**Aim of the task:**
Which lines below include "rotate"? Copy them all.

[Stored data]
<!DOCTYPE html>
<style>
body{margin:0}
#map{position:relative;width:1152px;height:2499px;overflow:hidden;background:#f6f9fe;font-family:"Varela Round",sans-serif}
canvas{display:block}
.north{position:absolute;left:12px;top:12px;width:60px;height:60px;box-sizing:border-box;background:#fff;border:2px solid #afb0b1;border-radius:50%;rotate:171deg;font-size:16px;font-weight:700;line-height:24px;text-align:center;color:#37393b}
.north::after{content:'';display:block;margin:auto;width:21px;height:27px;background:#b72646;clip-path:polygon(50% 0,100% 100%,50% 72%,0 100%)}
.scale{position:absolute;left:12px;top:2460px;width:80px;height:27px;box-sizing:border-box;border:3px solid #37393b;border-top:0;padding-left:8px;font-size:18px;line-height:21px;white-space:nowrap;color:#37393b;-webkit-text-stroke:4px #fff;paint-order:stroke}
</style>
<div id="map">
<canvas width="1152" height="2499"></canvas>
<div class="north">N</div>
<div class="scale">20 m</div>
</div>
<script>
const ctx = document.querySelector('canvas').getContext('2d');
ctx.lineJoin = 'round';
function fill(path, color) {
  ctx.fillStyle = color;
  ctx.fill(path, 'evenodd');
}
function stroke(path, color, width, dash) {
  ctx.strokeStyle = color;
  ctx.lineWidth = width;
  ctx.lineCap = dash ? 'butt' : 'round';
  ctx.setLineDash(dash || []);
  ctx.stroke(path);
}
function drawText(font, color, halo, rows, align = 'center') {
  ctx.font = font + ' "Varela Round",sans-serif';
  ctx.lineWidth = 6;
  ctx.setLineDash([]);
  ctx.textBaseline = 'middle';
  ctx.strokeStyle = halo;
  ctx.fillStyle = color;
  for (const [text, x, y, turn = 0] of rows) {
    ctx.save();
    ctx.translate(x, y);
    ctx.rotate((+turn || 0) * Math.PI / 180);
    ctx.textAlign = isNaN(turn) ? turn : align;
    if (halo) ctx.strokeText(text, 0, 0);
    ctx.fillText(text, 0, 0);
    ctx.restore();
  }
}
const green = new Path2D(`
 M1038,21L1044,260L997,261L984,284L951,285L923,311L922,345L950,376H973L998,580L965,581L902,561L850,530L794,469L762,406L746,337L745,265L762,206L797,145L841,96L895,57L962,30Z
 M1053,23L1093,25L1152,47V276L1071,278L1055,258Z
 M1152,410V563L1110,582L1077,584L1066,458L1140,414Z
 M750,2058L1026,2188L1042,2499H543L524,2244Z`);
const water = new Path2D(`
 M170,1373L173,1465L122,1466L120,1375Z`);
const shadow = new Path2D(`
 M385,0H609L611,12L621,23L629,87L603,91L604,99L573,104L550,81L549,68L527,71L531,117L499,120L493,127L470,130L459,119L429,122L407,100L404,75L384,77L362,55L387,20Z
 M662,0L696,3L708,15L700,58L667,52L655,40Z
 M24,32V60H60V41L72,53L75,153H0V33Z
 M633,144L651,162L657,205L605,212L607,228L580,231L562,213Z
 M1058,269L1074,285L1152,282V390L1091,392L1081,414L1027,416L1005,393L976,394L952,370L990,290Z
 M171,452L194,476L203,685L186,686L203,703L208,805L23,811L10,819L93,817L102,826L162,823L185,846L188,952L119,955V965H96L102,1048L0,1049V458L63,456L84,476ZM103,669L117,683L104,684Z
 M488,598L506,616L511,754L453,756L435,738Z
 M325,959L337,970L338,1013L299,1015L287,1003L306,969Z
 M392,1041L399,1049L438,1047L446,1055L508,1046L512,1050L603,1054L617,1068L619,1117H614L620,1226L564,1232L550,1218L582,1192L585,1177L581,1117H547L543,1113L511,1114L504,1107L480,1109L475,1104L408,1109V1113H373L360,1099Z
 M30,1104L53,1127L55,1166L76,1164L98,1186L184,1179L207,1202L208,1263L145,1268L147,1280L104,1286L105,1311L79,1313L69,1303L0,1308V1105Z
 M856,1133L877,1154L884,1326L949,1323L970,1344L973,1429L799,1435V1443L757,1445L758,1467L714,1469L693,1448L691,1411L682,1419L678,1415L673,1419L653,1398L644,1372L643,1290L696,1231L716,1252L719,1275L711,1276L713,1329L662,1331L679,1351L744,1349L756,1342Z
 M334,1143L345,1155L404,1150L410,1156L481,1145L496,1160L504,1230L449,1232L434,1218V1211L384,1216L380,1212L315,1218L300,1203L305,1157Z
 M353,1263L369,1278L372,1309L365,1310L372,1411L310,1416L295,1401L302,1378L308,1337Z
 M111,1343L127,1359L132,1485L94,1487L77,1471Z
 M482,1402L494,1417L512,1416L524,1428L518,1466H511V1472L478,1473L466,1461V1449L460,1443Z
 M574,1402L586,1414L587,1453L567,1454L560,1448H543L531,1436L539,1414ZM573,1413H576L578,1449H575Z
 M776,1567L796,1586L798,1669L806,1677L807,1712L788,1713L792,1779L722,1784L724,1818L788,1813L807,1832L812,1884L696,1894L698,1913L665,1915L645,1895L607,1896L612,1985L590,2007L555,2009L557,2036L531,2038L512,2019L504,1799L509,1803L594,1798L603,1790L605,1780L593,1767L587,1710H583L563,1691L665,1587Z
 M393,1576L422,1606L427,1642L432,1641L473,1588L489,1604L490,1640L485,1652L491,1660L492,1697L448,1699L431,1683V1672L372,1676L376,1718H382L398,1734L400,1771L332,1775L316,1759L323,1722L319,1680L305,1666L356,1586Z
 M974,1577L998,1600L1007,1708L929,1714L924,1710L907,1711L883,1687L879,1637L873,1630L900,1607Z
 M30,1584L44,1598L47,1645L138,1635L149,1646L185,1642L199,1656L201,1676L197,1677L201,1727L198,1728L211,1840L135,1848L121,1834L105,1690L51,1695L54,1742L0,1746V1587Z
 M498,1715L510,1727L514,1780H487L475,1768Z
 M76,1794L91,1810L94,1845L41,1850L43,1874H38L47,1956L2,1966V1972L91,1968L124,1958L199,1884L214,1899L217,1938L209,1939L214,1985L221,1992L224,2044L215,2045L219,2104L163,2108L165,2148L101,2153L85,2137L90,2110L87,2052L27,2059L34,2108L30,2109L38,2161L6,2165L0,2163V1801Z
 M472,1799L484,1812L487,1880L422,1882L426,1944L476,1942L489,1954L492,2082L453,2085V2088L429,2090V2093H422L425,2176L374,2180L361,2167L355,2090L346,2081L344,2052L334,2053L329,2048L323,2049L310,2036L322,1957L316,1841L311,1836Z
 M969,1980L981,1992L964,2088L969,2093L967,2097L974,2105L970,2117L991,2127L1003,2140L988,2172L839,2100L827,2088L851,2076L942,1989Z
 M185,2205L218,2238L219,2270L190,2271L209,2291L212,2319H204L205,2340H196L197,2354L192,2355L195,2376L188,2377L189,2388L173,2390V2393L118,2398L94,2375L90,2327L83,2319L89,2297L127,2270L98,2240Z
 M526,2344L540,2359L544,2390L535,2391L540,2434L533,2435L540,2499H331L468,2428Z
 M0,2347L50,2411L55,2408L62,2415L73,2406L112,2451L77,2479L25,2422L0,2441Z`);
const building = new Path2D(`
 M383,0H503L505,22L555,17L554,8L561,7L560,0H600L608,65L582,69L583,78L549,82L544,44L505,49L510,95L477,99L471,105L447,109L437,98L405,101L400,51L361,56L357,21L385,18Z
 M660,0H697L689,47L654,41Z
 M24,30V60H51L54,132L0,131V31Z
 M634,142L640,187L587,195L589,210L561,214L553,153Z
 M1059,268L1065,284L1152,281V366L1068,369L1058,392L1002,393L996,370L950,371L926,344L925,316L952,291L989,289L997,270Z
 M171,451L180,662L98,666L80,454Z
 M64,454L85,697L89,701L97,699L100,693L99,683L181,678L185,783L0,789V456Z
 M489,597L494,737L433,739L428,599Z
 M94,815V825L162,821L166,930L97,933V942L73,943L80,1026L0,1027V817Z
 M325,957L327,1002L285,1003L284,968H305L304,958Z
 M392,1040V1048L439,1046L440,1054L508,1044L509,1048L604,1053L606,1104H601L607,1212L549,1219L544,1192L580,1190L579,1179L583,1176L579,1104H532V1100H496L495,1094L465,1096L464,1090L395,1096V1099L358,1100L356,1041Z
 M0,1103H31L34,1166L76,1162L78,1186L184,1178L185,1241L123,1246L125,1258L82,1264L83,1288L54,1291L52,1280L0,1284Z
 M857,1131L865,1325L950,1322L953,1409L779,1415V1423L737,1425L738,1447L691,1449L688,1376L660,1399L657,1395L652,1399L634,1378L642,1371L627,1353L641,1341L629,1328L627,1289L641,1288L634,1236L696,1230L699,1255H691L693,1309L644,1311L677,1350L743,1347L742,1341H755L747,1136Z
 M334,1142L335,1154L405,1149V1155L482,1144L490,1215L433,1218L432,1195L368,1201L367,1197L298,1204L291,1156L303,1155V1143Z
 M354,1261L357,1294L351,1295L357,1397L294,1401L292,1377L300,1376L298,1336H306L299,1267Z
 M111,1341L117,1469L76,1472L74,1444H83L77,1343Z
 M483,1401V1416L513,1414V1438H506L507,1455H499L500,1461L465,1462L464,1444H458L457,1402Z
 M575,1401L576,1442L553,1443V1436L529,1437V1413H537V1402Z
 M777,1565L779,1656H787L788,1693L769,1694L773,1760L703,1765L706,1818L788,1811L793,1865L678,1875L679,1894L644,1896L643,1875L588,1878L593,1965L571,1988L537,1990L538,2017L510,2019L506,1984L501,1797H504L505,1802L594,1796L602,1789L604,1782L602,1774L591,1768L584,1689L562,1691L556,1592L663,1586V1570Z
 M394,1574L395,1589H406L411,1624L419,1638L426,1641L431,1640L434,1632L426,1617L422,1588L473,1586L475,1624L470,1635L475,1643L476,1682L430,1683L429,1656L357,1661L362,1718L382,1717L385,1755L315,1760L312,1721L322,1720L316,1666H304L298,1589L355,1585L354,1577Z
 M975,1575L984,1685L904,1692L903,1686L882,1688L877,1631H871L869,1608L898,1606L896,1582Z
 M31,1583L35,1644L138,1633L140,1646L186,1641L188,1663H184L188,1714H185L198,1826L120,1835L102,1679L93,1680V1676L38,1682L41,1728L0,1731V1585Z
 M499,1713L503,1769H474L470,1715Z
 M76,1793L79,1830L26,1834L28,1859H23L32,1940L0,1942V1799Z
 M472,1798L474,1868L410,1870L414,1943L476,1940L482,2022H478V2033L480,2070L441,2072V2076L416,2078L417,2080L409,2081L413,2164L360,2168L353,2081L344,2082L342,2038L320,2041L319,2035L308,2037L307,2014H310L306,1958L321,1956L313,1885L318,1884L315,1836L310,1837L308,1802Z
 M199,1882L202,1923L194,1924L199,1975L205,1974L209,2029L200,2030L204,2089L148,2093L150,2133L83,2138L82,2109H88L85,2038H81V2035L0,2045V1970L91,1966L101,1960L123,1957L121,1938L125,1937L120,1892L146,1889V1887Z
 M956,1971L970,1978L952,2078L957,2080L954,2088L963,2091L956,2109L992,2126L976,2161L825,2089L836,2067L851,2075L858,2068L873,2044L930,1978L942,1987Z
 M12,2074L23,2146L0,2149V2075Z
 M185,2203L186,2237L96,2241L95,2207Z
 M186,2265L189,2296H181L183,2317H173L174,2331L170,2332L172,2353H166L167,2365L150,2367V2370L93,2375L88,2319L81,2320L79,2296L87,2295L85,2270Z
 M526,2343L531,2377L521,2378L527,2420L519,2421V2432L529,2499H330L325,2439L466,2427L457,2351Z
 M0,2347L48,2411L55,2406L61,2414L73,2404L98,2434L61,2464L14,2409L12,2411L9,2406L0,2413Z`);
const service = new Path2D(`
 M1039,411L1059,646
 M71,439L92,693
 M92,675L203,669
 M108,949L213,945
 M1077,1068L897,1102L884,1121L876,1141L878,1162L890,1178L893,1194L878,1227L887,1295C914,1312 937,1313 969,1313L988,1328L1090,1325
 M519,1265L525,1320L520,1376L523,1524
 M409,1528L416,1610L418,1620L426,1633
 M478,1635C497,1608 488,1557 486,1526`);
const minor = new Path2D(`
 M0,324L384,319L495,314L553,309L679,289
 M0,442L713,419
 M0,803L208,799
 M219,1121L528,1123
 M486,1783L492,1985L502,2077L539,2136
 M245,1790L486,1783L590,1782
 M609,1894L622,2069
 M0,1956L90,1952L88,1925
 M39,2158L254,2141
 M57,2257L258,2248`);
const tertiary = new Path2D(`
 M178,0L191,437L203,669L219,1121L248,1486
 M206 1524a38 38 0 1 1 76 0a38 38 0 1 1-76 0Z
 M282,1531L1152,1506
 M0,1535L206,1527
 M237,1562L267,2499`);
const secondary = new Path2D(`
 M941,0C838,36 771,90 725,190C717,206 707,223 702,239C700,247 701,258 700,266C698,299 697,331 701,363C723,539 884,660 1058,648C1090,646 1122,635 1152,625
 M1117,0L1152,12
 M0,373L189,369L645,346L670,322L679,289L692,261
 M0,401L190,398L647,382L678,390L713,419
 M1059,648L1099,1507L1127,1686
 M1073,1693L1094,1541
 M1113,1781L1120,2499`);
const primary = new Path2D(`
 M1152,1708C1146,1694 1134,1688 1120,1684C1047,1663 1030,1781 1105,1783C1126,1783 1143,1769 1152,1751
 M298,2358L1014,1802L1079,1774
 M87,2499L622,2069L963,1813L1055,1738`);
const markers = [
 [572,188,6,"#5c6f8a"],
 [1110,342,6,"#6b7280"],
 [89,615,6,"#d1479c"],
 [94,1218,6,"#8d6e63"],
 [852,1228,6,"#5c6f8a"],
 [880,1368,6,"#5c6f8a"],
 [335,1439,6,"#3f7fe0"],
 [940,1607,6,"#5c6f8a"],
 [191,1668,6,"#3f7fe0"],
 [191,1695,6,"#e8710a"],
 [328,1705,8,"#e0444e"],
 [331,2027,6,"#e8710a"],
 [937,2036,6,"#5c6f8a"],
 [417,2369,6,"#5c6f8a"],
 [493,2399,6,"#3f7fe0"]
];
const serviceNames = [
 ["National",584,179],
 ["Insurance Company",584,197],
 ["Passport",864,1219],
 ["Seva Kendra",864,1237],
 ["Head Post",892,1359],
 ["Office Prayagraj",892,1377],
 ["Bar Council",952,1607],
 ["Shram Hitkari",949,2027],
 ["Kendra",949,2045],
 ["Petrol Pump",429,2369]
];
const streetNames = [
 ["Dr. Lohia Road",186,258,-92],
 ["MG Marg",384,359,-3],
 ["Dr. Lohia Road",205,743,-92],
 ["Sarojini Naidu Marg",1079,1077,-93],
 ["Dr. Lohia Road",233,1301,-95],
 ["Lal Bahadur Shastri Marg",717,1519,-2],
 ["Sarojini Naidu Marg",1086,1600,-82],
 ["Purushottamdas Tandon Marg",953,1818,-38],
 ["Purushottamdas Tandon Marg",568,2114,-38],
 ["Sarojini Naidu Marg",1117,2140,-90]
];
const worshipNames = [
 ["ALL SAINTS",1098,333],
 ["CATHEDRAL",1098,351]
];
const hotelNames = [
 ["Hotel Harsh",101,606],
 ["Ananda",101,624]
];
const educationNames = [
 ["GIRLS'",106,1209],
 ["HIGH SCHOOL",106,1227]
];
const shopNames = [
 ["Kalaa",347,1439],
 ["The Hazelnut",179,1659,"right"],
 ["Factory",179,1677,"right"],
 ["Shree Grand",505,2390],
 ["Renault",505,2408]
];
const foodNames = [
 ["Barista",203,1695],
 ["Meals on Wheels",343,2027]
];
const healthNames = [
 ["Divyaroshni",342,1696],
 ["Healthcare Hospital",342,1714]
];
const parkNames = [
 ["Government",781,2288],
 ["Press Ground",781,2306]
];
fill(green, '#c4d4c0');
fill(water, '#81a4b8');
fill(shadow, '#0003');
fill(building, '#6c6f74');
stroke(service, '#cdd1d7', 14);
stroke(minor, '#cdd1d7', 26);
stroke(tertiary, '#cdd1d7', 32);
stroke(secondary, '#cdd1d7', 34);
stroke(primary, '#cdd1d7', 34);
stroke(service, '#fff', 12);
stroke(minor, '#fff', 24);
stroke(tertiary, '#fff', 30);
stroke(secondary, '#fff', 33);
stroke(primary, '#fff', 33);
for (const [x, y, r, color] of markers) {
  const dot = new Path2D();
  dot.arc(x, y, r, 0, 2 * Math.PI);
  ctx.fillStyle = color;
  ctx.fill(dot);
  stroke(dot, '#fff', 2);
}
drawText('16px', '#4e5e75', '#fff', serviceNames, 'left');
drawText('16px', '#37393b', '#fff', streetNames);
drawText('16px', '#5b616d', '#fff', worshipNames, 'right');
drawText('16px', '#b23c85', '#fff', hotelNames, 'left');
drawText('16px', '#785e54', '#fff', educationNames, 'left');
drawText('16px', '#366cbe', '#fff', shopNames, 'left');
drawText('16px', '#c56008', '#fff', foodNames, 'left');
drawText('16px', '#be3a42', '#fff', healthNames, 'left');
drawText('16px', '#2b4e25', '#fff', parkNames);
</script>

**Output of the task:**
.north{position:absolute;left:12px;top:12px;width:60px;height:60px;box-sizing:border-box;background:#fff;border:2px solid #afb0b1;border-radius:50%;rotate:171deg;font-size:16px;font-weight:700;line-height:24px;text-align:center;color:#37393b}
    ctx.rotate((+turn || 0) * Math.PI / 180);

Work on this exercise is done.